THE NEW YORK TIMES - LIFE/STYLE - “Posso ir até aí?”
Era um texto simples. E provavelmente eu não deveria estar tão ansiosa por tê-lo enviado enquanto dirigia para a casa de Matt pelo lado oeste de Los Angeles depois de uma noite no escritório.
Mas para uma mulher muçulmana de 20 e poucos anos que viveu toda a sua vida governada pelas regras sociais de sua fé (principalmente evitando o sexo oposto até o casamento), essas quatro palavras significavam muitas coisas: traição, luxúria e pecado, entre elas.
Eu estava despreparada para o que faria quando chegasse ao apartamento mobiliado de Matt, que revelava sua limpeza e atenção aos detalhes. Seu sofá era feito sob medida a partir de uma cooperativa de artesãos em Venice - “a praia, não a cidade na Itália”, ele disse. Ele continuou a conversar sobre o lugar, suponho que para evitar a conversa real que estava por vir.
Algumas horas antes, eu estava sentada em uma cadeira de pelúcia no trabalho escrevendo algumas notas no meu laptop. Era meu primeiro trabalho em uma sala de roteiristas, no programa Ramy do Hulu, sobre um homem muçulmano americano em busca de sentido em sua vida.
Se você não está familiarizado com a escrita de televisão, a única maneira que posso descrevê-la seria como uma sessão de terapia gigante, todos os dias, com o mesmo grupo de pessoas ao longo de muitas semanas. Vocês se sentam juntos e compartilham histórias de sua vida na esperança de que elas inspirem uma pepita de drama que possa ser utilizada para entretenimento.
Existe essa noção de que para escrever as histórias mais “autênticas” possíveis, devemos mergulhar fundo em nossas próprias experiências e traumas. A sala é um “espaço seguro”, diria a maioria dos showrunners, sem julgamento algum. Mas eu julgava minhas próprias experiências como indignas de serem compartilhadas, principalmente por minha escolha de não fazer sexo ou estar em um relacionamento até me casar, o que significa que, aos 27 anos, eu ainda era virgem.
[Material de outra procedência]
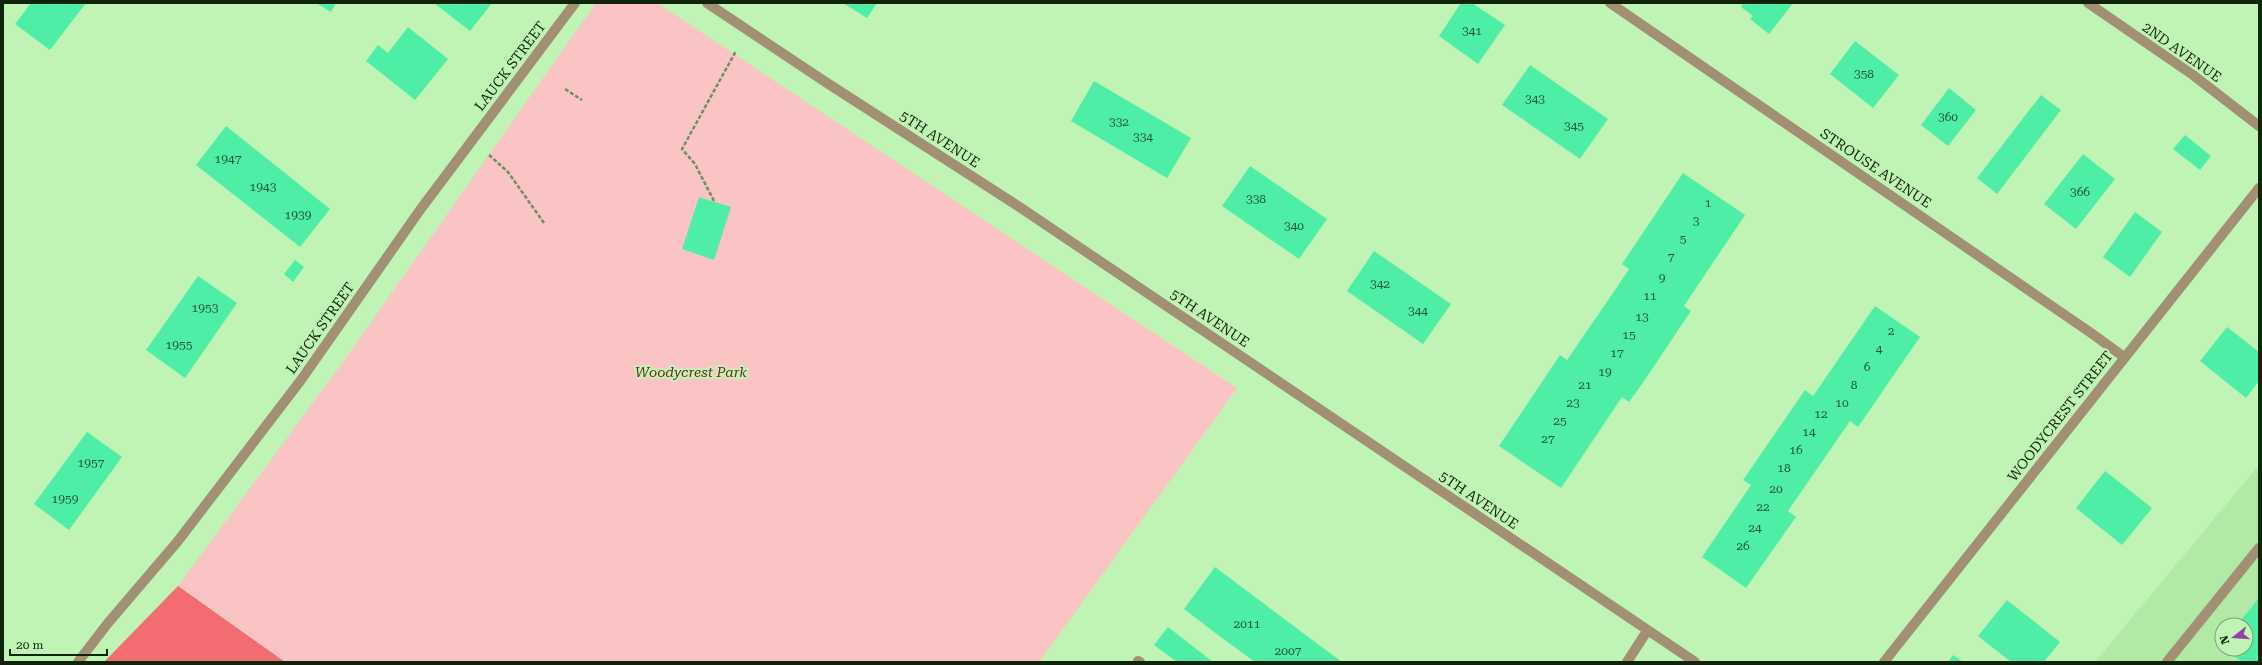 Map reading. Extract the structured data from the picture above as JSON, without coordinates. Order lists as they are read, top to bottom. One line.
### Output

Achei que eles achariam isso interessante, já que era tão incomum, talvez uma história que pudéssemos usar para uma das personagens femininas da série, e foi assim que eu disse nervosamente: “Talvez ela esteja tentando se masturbar pela primeira vez, mas não sabe qual lado da escova de dentes usar.” Achei que seria engraçado, mas fui recebida com olhares vazios.
“Quem não sabe qual lado de uma escova de dentes usar?” uma das escritoras disse com uma risada.
Eu! Eu queria gritar. Mas fiquei calada, temendo já ter compartilhado demais. Além disso, como a maioria dos meus palpites, este tinha caído por terra, deixando-me cozinhar em minha própria indignidade pelo resto do dia.
Naquela noite, como fazia todas as noites como assistente, fiquei até tarde para ajustar as anotações e me preparar para a próxima semana. Eu era sempre a primeira a entrar e a última a sair, o que deixava pouco espaço para socializar, muito menos para namorar.
Mas, principalmente, eu me sentia um fracasso. Aos 20 e poucos anos, deixei uma carreira lucrativa no mundo da tecnologia para me tornar assistente de roteiristas e me preocupava não estar causando uma forte impressão na sala - eu não estava compartilhando o suficiente ou sendo vulnerável como todo mundo. A realidade era que eu não tinha nada para compartilhar.
Não tenho certeza do que deu em mim, mas antes que eu percebesse, estava percorrendo os contatos do meu telefone, tentando descobrir quem eu queria usar para essa experiência fabricada.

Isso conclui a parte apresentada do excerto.